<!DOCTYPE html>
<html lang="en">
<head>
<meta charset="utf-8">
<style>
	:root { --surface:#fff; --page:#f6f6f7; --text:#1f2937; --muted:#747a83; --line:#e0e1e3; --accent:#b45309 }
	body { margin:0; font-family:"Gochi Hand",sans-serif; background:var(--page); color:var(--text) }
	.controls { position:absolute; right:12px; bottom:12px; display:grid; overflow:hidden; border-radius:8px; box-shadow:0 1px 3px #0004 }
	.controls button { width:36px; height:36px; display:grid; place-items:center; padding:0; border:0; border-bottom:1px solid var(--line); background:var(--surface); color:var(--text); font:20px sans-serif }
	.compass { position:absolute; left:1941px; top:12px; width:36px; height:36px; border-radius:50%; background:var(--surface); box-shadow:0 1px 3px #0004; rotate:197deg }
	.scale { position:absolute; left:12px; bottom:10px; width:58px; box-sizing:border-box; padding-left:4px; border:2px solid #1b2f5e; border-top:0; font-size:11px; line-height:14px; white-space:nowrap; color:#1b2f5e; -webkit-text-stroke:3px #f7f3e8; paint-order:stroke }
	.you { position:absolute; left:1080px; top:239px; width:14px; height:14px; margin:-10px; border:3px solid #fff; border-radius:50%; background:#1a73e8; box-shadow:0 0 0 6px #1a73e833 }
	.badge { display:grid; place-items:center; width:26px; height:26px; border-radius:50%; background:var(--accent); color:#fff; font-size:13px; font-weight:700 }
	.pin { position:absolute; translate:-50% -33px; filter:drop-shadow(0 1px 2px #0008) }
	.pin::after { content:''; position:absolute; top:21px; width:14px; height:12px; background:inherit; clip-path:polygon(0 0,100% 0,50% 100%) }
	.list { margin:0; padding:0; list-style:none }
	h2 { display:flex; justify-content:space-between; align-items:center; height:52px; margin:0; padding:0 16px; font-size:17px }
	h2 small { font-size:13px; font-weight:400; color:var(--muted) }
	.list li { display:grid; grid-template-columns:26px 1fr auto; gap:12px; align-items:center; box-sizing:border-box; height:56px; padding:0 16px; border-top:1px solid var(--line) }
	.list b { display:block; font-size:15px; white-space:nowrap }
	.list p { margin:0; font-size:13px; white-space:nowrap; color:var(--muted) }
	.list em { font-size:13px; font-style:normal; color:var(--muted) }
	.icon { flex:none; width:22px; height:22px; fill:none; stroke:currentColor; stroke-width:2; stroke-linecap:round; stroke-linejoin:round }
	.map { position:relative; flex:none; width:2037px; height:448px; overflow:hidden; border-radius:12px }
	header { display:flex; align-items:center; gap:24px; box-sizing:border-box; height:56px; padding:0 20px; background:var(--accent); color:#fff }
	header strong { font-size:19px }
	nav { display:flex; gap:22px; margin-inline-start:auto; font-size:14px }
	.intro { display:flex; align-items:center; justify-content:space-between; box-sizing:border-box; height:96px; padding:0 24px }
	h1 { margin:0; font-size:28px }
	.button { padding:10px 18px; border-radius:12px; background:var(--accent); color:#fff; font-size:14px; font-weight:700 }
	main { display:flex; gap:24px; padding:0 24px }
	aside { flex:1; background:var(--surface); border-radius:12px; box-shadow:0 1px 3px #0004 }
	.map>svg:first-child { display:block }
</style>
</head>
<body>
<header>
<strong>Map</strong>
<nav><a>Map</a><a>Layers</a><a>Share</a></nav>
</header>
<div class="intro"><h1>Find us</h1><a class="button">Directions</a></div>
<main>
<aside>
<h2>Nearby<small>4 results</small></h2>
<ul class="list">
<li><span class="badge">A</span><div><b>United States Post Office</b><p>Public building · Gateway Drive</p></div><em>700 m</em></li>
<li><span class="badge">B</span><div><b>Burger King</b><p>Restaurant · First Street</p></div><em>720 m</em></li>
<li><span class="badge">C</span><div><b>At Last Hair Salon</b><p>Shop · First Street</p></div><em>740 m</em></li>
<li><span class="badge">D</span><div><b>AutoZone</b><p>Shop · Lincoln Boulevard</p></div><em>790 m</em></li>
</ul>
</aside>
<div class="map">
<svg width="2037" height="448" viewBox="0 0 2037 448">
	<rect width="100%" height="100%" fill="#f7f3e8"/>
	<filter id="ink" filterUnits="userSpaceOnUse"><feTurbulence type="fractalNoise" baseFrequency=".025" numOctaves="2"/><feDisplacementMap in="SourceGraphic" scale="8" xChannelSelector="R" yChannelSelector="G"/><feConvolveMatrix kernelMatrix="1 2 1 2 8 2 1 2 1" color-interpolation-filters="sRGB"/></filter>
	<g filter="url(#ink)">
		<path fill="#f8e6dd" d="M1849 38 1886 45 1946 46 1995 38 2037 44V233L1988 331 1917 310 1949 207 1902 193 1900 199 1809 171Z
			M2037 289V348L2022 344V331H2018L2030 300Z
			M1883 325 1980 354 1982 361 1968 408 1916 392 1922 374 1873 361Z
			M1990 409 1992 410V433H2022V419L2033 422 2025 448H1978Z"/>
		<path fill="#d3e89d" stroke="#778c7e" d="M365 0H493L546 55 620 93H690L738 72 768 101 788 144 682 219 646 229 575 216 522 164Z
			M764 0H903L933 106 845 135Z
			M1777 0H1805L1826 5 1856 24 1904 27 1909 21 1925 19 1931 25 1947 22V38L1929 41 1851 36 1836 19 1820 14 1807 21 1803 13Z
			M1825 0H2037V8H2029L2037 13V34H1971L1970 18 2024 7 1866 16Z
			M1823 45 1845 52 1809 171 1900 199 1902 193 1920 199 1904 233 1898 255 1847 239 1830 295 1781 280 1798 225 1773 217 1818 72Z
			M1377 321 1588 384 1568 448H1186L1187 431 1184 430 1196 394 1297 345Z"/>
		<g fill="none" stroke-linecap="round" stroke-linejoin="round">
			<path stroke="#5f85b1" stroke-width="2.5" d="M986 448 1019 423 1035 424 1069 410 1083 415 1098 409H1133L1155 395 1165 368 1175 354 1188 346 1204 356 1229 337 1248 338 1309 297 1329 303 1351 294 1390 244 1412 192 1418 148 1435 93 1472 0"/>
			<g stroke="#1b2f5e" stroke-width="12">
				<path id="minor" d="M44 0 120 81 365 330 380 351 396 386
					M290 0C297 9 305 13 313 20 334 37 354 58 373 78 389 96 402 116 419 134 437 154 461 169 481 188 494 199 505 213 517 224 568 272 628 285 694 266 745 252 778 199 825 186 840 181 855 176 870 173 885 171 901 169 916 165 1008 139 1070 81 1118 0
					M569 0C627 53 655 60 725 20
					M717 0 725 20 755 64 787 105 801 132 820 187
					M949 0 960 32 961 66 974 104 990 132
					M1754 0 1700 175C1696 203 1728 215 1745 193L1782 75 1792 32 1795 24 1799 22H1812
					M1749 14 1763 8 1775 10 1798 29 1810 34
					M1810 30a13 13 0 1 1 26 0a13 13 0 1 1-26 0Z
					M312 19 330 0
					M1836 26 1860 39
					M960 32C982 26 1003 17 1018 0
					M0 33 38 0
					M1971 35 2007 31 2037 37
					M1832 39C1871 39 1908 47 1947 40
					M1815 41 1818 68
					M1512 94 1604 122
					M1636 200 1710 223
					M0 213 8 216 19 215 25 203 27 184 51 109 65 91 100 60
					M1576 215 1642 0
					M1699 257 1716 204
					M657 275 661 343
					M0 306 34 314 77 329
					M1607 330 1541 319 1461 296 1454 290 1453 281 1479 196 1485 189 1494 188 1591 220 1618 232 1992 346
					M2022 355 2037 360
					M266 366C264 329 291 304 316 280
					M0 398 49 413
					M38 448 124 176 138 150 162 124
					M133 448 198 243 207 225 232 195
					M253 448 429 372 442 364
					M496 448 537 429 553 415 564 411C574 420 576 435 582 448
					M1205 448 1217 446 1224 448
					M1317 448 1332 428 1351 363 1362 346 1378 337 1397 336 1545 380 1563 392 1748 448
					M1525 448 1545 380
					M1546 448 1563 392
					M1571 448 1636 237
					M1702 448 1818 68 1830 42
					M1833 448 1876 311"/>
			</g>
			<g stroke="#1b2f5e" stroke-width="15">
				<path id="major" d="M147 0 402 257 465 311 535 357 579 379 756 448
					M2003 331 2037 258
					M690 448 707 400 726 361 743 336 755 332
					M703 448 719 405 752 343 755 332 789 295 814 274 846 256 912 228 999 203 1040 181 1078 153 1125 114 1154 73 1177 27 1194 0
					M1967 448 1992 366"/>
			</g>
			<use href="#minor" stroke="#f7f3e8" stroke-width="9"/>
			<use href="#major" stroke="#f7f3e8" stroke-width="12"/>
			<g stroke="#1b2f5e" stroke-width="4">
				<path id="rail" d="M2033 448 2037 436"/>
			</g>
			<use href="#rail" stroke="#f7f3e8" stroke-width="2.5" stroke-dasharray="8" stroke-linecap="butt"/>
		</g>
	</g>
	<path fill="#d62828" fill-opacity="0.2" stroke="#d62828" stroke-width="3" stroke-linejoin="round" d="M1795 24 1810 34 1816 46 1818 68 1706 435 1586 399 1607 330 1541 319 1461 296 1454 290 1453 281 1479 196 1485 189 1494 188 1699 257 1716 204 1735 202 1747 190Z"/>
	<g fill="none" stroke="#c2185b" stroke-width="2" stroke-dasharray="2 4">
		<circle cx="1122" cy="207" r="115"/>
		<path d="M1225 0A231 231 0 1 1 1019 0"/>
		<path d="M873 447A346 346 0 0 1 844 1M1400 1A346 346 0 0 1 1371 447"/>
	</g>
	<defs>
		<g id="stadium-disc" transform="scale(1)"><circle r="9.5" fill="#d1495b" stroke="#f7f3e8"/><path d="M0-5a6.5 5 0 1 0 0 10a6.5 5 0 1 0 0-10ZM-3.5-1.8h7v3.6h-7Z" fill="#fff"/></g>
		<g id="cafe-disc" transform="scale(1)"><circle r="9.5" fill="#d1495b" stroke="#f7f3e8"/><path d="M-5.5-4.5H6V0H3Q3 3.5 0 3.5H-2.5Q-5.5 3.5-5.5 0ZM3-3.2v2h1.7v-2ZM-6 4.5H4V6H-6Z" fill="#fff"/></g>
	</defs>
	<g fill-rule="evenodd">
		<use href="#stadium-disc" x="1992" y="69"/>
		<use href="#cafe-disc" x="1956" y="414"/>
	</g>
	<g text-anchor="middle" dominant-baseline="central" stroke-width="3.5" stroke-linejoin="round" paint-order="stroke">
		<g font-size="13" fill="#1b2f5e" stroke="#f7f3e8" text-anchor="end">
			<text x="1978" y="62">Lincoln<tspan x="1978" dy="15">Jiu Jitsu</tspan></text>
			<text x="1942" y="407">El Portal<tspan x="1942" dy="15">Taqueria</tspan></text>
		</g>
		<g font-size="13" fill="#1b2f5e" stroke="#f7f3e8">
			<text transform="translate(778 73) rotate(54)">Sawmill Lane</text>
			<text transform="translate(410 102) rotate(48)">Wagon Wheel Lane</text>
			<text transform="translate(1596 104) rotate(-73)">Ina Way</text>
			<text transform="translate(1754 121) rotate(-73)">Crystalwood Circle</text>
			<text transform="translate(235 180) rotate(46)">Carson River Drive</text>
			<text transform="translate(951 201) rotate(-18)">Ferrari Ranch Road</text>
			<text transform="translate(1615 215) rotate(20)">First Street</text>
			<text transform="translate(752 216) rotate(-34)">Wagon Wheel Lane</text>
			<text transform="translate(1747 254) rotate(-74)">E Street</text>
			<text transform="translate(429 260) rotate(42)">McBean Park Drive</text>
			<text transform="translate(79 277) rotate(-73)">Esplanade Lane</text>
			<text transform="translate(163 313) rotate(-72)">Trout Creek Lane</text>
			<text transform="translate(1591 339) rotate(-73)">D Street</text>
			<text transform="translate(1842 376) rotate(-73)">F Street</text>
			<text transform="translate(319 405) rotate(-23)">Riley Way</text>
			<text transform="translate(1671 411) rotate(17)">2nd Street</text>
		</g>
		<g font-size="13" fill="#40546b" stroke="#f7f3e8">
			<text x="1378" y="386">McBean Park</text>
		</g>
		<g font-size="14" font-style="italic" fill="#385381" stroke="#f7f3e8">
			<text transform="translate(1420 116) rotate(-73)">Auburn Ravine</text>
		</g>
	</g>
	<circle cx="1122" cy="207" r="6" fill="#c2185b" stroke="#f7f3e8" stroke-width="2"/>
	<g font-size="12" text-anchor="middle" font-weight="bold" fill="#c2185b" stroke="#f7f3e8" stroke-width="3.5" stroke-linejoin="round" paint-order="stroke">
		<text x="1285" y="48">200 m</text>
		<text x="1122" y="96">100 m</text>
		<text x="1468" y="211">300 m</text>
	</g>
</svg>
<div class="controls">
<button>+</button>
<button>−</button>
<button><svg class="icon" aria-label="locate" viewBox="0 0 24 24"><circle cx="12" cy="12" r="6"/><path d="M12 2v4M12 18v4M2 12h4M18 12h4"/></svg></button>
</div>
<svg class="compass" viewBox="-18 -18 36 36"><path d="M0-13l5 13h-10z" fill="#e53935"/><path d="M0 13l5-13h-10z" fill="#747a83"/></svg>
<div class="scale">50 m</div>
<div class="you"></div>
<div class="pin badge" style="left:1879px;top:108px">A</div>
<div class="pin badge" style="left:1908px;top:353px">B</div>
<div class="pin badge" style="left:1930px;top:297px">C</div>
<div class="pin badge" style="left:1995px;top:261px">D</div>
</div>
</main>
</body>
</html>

## Task objective
Copy out the entries above exactly as given, starting at the top and ending with the line containing "margin:0; padding:0; list-style:none"; include both and nothing more.

## Response area
<!DOCTYPE html>
<html lang="en">
<head>
<meta charset="utf-8">
<style>
	:root { --surface:#fff; --page:#f6f6f7; --text:#1f2937; --muted:#747a83; --line:#e0e1e3; --accent:#b45309 }
	body { margin:0; font-family:"Gochi Hand",sans-serif; background:var(--page); color:var(--text) }
	.controls { position:absolute; right:12px; bottom:12px; display:grid; overflow:hidden; border-radius:8px; box-shadow:0 1px 3px #0004 }
	.controls button { width:36px; height:36px; display:grid; place-items:center; padding:0; border:0; border-bottom:1px solid var(--line); background:var(--surface); color:var(--text); font:20px sans-serif }
	.compass { position:absolute; left:1941px; top:12px; width:36px; height:36px; border-radius:50%; background:var(--surface); box-shadow:0 1px 3px #0004; rotate:197deg }
	.scale { position:absolute; left:12px; bottom:10px; width:58px; box-sizing:border-box; padding-left:4px; border:2px solid #1b2f5e; border-top:0; font-size:11px; line-height:14px; white-space:nowrap; color:#1b2f5e; -webkit-text-stroke:3px #f7f3e8; paint-order:stroke }
	.you { position:absolute; left:1080px; top:239px; width:14px; height:14px; margin:-10px; border:3px solid #fff; border-radius:50%; background:#1a73e8; box-shadow:0 0 0 6px #1a73e833 }
	.badge { display:grid; place-items:center; width:26px; height:26px; border-radius:50%; background:var(--accent); color:#fff; font-size:13px; font-weight:700 }
	.pin { position:absolute; translate:-50% -33px; filter:drop-shadow(0 1px 2px #0008) }
	.pin::after { content:''; position:absolute; top:21px; width:14px; height:12px; background:inherit; clip-path:polygon(0 0,100% 0,50% 100%) }
	.list { margin:0; padding:0; list-style:none }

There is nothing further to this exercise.